Poucos são mais forçados que os historiadores a refletir sobre essas questões e mirar o abismo do passado nacional de ruínas e fracassos. Tomemos o caso de Canudos, derrotado em 1897, que é o assunto de Sertão, Sertões: Repensando contradições, reconstruindo veredas (BARROS, J.; MARINHO, C., PIETRO, G., 2019), uma coleção de artigos e ensaios que parte da memória da experiência do arraial de Antônio Conselheiro (ou – por que não? – a “Comuna de Canudos”) para pensar o passado, o presente e o futuro do sertão nordestino e, mesmo que não diretamente, do Brasil.
Antes de tudo, devo avisar que meu comentário, embora parta do livro, não se restringe a ele e nem tenta disputá-lo. Algo que seria ridículo, dado que cada artigo e ensaio que se encontra aqui é iluminador a seu próprio modo e que, além do mais, aborda assuntos que não domino. Apenas parto de algumas análises contidas em Sertão, Sertões para refletir sobre o fracasso, sua memória e o papel dos mortos na “formação nacional”. Ao final, espero oferecer mais do que apenas um resmungo.

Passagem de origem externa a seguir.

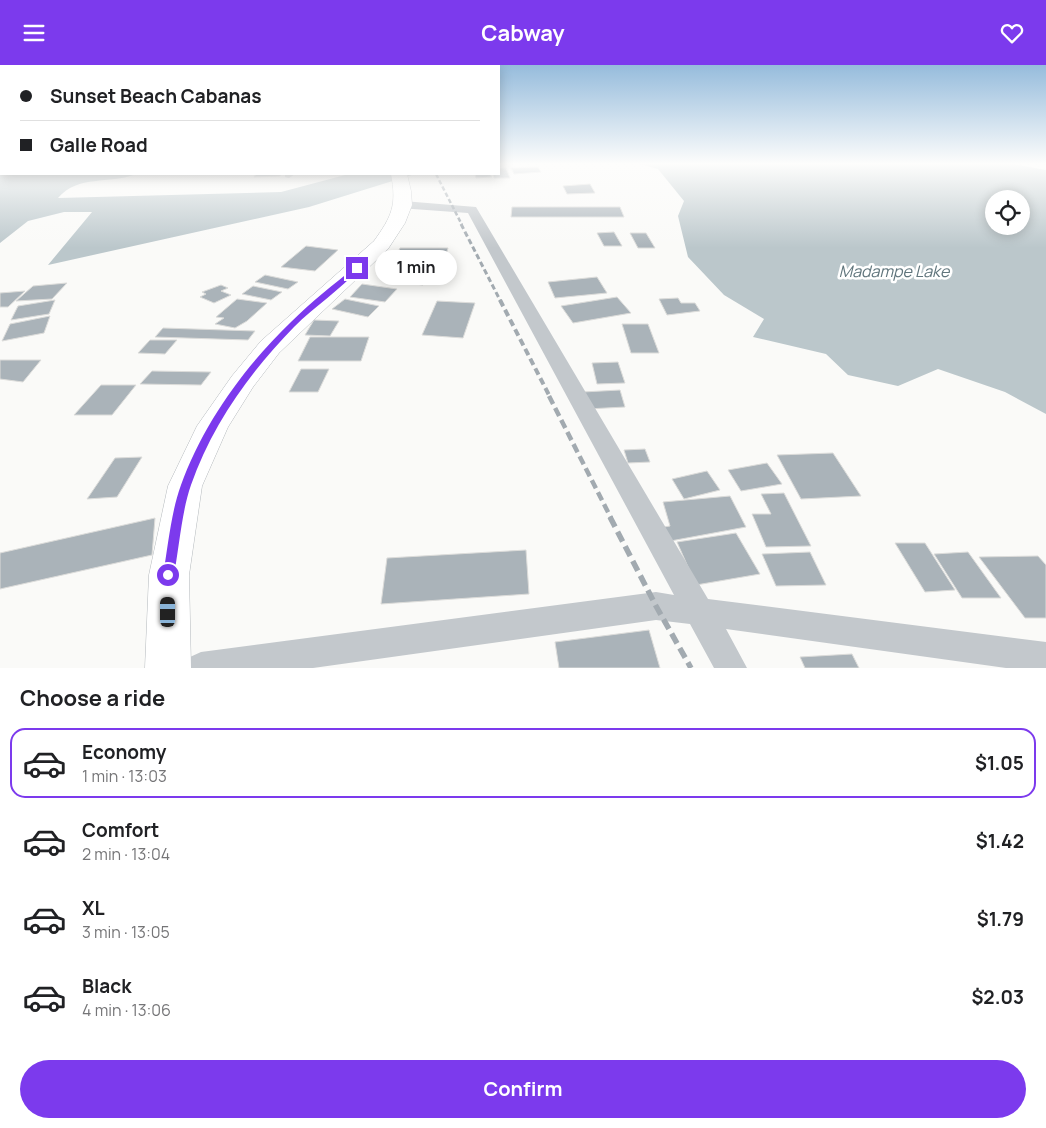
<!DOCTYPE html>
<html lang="en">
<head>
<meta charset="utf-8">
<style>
  :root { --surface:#fff; --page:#f6f6f6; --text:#202124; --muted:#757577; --line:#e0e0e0; --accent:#7c3aed }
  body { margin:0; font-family:Manrope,sans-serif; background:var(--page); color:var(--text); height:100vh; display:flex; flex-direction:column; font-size:19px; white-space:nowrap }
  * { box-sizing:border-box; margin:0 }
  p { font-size:16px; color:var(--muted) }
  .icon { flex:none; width:28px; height:28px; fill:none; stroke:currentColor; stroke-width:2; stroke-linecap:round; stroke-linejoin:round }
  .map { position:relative; height:603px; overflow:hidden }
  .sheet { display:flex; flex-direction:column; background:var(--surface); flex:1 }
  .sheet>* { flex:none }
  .banner { position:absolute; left:0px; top:0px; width:500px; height:110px; box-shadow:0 2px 12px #0003; display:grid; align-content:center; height:110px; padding:0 20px; background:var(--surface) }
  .fabs { position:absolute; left:985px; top:125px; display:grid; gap:10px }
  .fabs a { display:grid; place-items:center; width:45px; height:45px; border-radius:50%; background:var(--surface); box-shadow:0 2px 12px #0003; font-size:25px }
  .end { position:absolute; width:22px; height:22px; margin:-11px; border:6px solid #7c3aed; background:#fff; box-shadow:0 0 0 2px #fff }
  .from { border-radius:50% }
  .bubble { position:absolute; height:35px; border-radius:18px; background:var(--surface); box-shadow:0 2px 12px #0003; font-size:16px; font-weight:700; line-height:35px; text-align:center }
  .car { position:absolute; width:15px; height:30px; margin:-15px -8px; border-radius:6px; box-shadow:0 0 4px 1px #0007; background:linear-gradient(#222 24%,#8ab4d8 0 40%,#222 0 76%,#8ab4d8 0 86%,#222 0) }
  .banner b { display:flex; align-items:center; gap:18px; height:48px; font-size:19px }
  .banner b+b { border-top:1px solid var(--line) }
  .banner i { width:12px; height:12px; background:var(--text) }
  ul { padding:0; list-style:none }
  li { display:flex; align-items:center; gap:15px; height:70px; margin:0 10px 8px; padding:0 10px; border:2px solid transparent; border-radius:15px }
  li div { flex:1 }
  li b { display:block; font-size:19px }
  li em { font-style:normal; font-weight:700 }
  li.current { border-color:var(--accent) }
  li>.icon { width:45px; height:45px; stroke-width:1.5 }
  h2 { padding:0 20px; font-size:22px; line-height:60px }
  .button { display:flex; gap:10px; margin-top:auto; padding:10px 20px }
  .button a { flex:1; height:58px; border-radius:30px; background:var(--accent); color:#fff; font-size:20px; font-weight:700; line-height:58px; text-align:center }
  header { display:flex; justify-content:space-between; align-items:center; height:65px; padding:0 20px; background:var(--accent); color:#fff; font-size:22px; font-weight:700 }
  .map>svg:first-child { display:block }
</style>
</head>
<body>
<header><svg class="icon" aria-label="menu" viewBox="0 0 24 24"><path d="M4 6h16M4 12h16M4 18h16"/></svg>Cabway<svg class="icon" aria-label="heart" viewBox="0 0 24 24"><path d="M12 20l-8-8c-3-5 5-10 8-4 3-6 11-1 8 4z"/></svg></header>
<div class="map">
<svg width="1046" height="603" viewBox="0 0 1046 603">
  <rect width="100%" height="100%" fill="#fafaf8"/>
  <path fill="#bbc7cb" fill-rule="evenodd" d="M 0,98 L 1,109 L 136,109 C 108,120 79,109 58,133 L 281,127 L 349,109 L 415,109 L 309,142 L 48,200 L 92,147 L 64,147 L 28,156 L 0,178 Z
    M 637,98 L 1007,98 L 1046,105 L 1046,349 L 1005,327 L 938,304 L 898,321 L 848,310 L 826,289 L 753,272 L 764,254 L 724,230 L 688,192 L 678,151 L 684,136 L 658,104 ZM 994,134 L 1021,134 L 1021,161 L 994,161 Z"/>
  <path fill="#aab3b9" stroke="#dcdcda" d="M 538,102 L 541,107 L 514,109 L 511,103 Z
    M 499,103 L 506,103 L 510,113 L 494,113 L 493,109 L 499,109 Z
    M 256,109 L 282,109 L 280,111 L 254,112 Z
    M 475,109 L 490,109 L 492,112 L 476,113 Z
    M 590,119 L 595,128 L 567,129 L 563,121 Z
    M 512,142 L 620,142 L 624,152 L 511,152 Z
    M 614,167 L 622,181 L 604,181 L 597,168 Z
    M 630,168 L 646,168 L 655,183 L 638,183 Z
    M 306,181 L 338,185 L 315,206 L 281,202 Z
    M 400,183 L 448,183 L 444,197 L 393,197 Z
    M 401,205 L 431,209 L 423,220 L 392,216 Z
    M 265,210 L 298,217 L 288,224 L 255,217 Z
    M 597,212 L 607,228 L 555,233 L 548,217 Z
    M 67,218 L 52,234 L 16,236 L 33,221 Z
    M 362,219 L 397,224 L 385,237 L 350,232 Z
    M 221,220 L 228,223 L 221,226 L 231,230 L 214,238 L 200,232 L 206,229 L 202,227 Z
    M 253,221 L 282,227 L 271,235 L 242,229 Z
    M 25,226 L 8,242 L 0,242 L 0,228 Z
    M 617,232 L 631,248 L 573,258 L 561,241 Z
    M 678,233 L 681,238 L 695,238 L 700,246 L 667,250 L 659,234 Z
    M 237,234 L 267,238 L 247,256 L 235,263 L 215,259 L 224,253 L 216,252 Z
    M 345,234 L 379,241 L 368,252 L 332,244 Z
    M 55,235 L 49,249 L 11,255 L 18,241 Z
    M 437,236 L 475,238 L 463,273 L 422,270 Z
    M 50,251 L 44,268 L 2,276 L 10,259 Z
    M 314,255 L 339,256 L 330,271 L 305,270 Z
    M 622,259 L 648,259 L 659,288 L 631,288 Z
    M 163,263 L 255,266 L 248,275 L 155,272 Z
    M 310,272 L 369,272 L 361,296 L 298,296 Z
    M 150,275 L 177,275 L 165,289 L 138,288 Z
    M 0,295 L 41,295 L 23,317 L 0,314 Z
    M 618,297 L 625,318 L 597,319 L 592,298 Z
    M 301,304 L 329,304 L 318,327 L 289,327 Z
    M 152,306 L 211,307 L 201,320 L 140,319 Z
    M 101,320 L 136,320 L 112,350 L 74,350 Z
    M 620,325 L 625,342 L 587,344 L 583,327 Z
    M 645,384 L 650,397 L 628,398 L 624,385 Z
    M 833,388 L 861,431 L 801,434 L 777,390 Z
    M 142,392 L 117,432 L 87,434 L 115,393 Z
    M 767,398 L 782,419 L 741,426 L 728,405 Z
    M 707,406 L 720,425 L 684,434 L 672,414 Z
    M 784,428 L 811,481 L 766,482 L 752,449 L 771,449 L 761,429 Z
    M 730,431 L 746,462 L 665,477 L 658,463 L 670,461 L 663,437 Z
    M 155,453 L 152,490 L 0,524 L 0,488 Z
    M 736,468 L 760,509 L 696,520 L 677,477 Z
    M 895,478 L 925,478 L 955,525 L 925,527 Z
    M 526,485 L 529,529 L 381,539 L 387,493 Z
    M 810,487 L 826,520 L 776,521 L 762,489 Z
    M 968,487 L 1001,533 L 962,533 L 934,489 Z
    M 1038,491 L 1046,500 L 1046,553 L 1025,553 L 979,492 Z
    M 649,565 L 660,603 L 559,603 L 555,577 Z
    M 852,589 L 859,603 L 805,603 L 800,592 Z"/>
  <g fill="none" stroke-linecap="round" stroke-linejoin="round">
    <defs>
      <path id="trunk" d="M 391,109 L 407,109 L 411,126 L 412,140 L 405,158 L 388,184 L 279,288 L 253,322 L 228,362 L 202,421 L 189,510 L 191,603 L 145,603 L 149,510 L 168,421 L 197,361 L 232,311 L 261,276 L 374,176 C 392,151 397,140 391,109 Z"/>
    </defs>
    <use href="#trunk" stroke="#b4b9bd" stroke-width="1"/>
    <path fill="#c3c8cc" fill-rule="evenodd" d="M 285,109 L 295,109 L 289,113 L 285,112 Z
      M 403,136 L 476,142 L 708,534 L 1046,577 L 1046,603 L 1006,603 L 726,564 L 747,603 L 714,603 L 690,559 L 656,555 L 313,603 L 185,603 L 190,592 L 201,587 L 656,527 L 674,530 L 468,148 L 399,143 L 397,140 Z"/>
    <use href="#trunk" fill="#fff" fill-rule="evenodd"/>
    <path stroke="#a2aab0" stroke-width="2.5" stroke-dasharray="4.5 2.5" stroke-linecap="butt" d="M 436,109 L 462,160"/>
    <path stroke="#a2aab0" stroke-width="3" stroke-dasharray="5.5 3" stroke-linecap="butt" d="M 461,159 L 501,237"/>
    <path stroke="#a2aab0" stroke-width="4" stroke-dasharray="7 4" stroke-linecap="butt" d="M 500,235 L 550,332"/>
    <path stroke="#a2aab0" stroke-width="4.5" stroke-dasharray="9 4.5" stroke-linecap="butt" d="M 549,331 L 611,453"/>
    <path stroke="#a2aab0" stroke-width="5.5" stroke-dasharray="11 5.5" stroke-linecap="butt" d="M 610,452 L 656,541 L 691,603"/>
  </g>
  <linearGradient id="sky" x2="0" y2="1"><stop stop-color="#96bcdc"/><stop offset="0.54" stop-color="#fdfdfc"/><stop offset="1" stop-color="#fdfdfc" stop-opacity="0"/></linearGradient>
  <rect width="1046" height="183" fill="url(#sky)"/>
  <path fill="#7c3aed" d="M 355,202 L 360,203 C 340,225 315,241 294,262 C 250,307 212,360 191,420 C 182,445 179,483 174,510 L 173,514 L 164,514 L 163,510 C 168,482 171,447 181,420 C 203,359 244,302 291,257 C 311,237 333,220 355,202 Z"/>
  <g text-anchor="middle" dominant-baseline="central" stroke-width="5" stroke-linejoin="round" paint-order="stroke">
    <g font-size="16" font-style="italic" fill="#60757c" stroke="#fff">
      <text x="894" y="206">Madampe Lake</text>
    </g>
  </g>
</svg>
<div class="fabs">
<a><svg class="icon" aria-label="locate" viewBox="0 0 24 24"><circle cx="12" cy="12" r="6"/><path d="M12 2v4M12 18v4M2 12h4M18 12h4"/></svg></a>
</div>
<i class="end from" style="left:168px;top:510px"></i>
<i class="end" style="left:357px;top:203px"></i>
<div class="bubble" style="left:375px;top:185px;width:82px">1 min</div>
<i class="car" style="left:168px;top:547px;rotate:0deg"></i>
<div class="banner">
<b><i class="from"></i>Sunset Beach Cabanas</b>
<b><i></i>Galle Road</b>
</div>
</div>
<section class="sheet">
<h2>Choose a ride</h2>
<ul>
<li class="current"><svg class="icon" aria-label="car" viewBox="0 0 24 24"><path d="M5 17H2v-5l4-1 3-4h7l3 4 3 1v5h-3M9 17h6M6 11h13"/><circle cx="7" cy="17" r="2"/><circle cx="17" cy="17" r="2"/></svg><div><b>Economy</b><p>1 min · 13:03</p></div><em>$1.05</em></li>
<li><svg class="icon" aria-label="car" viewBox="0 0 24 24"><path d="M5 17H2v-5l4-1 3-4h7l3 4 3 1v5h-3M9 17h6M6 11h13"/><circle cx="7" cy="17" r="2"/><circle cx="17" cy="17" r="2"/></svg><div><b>Comfort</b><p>2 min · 13:04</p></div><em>$1.42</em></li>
<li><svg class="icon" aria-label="car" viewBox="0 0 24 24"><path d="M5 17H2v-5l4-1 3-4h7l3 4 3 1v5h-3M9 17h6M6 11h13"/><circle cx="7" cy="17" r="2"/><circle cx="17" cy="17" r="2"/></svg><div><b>XL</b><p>3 min · 13:05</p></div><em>$1.79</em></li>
<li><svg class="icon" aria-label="car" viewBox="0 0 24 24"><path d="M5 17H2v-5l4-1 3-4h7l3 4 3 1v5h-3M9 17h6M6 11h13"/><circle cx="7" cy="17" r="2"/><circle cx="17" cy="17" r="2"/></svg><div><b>Black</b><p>4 min · 13:06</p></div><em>$2.03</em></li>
</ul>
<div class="button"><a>Confirm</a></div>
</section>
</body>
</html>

A história do município de Canudos do final do século XIX até hoje é um resumo da história do Brasil. Ali se repete um dos inúmeros “ciclos nacionais”[1]: opressão, seguida de revolta, que é estraçalhada pela violência abjeta, a tentativa de reconstrução tímida, suspeita estatal, apagamento histórico. Só que ao contrário do ciclo do ouro ou do café, este não fala de uma mercadoria em específico, senão da tentativa de escapar ao reino abstrato da própria mercadoria. Nas páginas de Sertão, Sertões, o ciclo é contado em três atos: a Primeira, Segunda e Terceira Canudos. A Primeira Canudos corresponde ao arraial de Antônio Conselheiro; a segunda, ao vilarejo reerguido nos escombros da primeira e que é eliminado do mapa pela construção do Açude Cocorobó, cujas águas o inundam no final dos anos 60; a terceira, à cidade que atualmente existe à margem do açude. Além de ser um resumo do Brasil, Canudos é, também, um microcosmo das contradições do sertão nordestino onde a concentração fundiária encena um jogo tragicômico em volta da água. No caso específico da construção do Cocorobó, é mais irônico ainda que a água, elemento tão recorrente nas profecias dos beatos da caatinga, venha a cobrir o território onde se ensejou um modo de vida que permitiria um acesso mais justo a ela. O sertão virou mar, mas por cima das ruínas de Canudos.
Canudos é, também, a história do fracasso de um dos maiores eventos revolucionários do Brasil e, consequentemente, o preço que se teve de pagar por essa derrota. Os mortos do arraial de Conselheiro assombram-nos até hoje. Mas Canudos não seria, além disso, a possibilidade de as coisas terem acontecido de modo diferente? De, talvez, o rumo do passado não nos levar até a situação tenebrosa do presente? Publicado em 2019, primeiro ano de gestão do presidente Jair Bolsonaro, Sertão, Sertões trata essas preocupações como elas devem ser tratadas: não como especulações levianas sobre o nosso passado, mas como perguntas difíceis e seríssimas que devem ser o trampolim para a nossa análise do presente.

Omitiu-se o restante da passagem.